Search code examples
javaregexstringsplitcompiler-construction

Split string using custom regex java


I am building a compiler. Some of the specifications of this are the following:

  • String literals are enclosed by dollar sign ("$") - eg. $ string sample $
  • Comments are enclosed by "*" - eg. * sample comment *
  • Comments could exist anywhere execept between operations - eg. 4 + * sample comment * 5 - (this is not allowed)

Now I have to split a source code line to tokenize it. Example case:

PRINT $ THE FLOAT IS $ * DISPLAY THE RESULT *

As I will tokenize it, it should produce:

PRINT - token is KEYWORD
THE FLOAT IS - token is STRING_LITERAL
DISPLAY THE RESULT - token is COMMENT 

I would like to know the most efficient way to obtain this. Note that I still have to validate the occurence of string literal and comment. (Ex. Check if it is properly enclosed). So far my way is to split each line by whitespaces and and when a lexeme contains a "$" or "*", I will validate the string literal. Here is my implementation:

private void getLexemes(){
    for(String line : newSourceCode){
        String[] lexemesInALine = line.trim().split("[\\s]+");
        for(String lexemeInALine : lexemesInALine){
            if(!(lexemeInALine.contains("$"))){
                lexemes.add(lexemeInALine);
                tempTokens.add(findToken(lexemeInALine));
                line = line.replaceFirst(lexemeInALine,"").trim();
            }else{
                validateStringType(line);
                break;
            }
        }

Thank you for the help.


Solution

  • I assume your language is deterministic and context-free? That means, you can't correctly parse it using regular expressions.

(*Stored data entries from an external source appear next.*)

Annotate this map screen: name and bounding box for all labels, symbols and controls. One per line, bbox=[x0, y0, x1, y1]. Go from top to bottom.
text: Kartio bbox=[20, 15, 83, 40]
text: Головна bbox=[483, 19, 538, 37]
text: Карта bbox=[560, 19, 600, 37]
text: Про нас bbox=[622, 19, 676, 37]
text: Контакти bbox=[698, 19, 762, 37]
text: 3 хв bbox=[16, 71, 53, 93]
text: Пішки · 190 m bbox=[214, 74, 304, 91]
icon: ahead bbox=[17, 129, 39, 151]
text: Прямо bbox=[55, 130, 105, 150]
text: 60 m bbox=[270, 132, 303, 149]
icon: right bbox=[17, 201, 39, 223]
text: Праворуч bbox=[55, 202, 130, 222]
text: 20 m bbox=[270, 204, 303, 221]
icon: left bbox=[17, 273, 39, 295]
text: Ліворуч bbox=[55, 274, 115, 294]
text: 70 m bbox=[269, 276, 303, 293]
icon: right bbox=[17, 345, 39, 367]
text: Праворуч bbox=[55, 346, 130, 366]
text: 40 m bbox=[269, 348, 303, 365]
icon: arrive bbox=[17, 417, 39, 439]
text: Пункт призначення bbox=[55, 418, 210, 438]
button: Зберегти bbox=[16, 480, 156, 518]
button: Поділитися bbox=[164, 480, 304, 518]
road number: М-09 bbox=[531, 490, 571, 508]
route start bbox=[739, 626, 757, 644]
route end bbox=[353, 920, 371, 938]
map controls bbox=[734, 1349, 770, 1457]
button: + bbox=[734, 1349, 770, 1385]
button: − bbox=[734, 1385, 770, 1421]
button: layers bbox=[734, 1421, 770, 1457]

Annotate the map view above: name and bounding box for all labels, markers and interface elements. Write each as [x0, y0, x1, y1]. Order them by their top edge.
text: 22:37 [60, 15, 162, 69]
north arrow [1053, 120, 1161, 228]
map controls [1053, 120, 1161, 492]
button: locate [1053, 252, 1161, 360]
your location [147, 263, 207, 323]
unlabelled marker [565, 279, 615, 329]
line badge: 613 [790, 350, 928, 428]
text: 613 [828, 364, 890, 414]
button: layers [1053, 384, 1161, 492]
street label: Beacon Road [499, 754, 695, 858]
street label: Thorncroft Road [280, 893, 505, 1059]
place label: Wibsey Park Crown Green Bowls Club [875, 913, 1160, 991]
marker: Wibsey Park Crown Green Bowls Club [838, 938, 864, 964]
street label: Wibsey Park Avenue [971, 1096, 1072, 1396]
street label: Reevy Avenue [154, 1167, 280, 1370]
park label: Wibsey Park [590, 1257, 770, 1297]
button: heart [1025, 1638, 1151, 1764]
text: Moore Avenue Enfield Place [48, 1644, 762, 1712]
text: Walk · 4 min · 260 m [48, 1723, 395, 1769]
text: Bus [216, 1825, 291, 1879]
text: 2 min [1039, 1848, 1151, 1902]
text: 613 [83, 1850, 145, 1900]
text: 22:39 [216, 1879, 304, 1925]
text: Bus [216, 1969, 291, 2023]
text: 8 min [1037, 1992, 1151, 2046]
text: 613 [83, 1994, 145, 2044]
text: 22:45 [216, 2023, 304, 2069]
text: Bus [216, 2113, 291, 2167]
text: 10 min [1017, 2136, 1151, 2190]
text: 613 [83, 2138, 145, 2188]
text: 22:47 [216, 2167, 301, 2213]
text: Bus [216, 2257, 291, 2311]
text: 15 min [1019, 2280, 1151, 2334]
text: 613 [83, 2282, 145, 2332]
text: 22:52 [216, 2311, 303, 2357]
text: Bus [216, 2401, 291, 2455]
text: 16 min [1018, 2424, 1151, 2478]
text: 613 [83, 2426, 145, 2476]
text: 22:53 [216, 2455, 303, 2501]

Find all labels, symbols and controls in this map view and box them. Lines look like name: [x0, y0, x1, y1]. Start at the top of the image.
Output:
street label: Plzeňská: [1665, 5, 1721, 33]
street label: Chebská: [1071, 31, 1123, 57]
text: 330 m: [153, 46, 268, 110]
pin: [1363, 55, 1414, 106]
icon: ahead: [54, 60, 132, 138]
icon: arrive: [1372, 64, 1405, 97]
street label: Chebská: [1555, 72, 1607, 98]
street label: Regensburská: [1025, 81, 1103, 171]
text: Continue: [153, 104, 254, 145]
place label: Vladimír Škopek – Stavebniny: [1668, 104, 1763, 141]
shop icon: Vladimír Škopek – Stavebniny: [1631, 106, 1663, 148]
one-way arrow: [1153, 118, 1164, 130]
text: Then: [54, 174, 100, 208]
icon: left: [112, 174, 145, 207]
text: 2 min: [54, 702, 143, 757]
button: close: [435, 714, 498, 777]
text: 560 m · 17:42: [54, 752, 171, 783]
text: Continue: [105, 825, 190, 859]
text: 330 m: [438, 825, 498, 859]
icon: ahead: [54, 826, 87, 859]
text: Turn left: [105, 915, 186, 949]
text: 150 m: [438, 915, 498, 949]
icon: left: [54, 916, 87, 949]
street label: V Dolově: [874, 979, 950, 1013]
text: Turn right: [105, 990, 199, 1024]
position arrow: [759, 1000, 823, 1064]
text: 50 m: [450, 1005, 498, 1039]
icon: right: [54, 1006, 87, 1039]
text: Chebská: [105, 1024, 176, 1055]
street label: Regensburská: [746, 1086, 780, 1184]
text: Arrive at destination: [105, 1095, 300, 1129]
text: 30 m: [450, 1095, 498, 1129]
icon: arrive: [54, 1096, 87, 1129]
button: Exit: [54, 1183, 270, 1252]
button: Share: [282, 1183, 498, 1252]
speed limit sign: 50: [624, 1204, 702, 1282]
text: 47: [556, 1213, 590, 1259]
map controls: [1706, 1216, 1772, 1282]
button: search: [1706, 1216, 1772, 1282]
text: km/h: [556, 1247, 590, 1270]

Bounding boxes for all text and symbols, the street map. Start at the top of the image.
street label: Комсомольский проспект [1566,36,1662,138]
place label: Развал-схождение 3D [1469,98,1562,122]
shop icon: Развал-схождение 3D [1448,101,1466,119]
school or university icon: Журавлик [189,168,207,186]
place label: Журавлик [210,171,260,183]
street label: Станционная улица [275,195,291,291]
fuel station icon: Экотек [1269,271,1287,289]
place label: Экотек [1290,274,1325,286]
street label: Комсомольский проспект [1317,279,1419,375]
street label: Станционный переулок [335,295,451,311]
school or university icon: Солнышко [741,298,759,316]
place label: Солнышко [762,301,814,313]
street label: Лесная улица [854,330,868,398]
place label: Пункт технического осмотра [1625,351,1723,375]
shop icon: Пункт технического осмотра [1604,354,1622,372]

    What you need is a state machine that works on a stream of tokens. Java comes with two classes that might work for you: StreamTokenizer and StringTokenizer.

    But what you really want is to use one of the dozens parser generators. Maybe something like ANTLR. There are plenty described here:

    https://en.wikipedia.org/wiki/Comparison_of_parser_generators

    If all this fails, a finite state machine it is. Something along those lines

    public class Parsy {
        enum State { string, comment, token }
        void parse(StringTokenizer tokenizer) {
            State state = State.token;
    
            List<String> tokens = new ArrayList<>();
            while (tokenizer.hasMoreTokens()) {
                String token = tokenizer.nextToken();
                // figure out type of token
                if (token.length() == 1) {
                    char delim = token.charAt(0);
                    switch (delim) {
                        case '$':
                            switch (state) {
                                case token: {
                                    // a string literal has started, emit what we have, start a string
                                    printOut(tokens, state);
                                    tokens.clear();
                                    tokens.add(token);
                                    state = State.string;
                                    break;
                                }
                                case string: { // parsing a string, so this ends it
                                    printOut(tokens, state);
                                    tokens.clear();
                                    state = State.token;
                                    break;
                                }
                                case comment: { // $ is ignored since we are in a comment
                                    tokens.add(token);
                                    break;
                                }
                            }
                            break;
                        // ...
                    }
                } else {
                    // not a delimiter token
                    tokens.add(token);
                }
    
            } // end of while
        if (state != State.token) {
           System.out.println("Oops! Syntax error. I'm still parsing" + state);
         }
        }
    }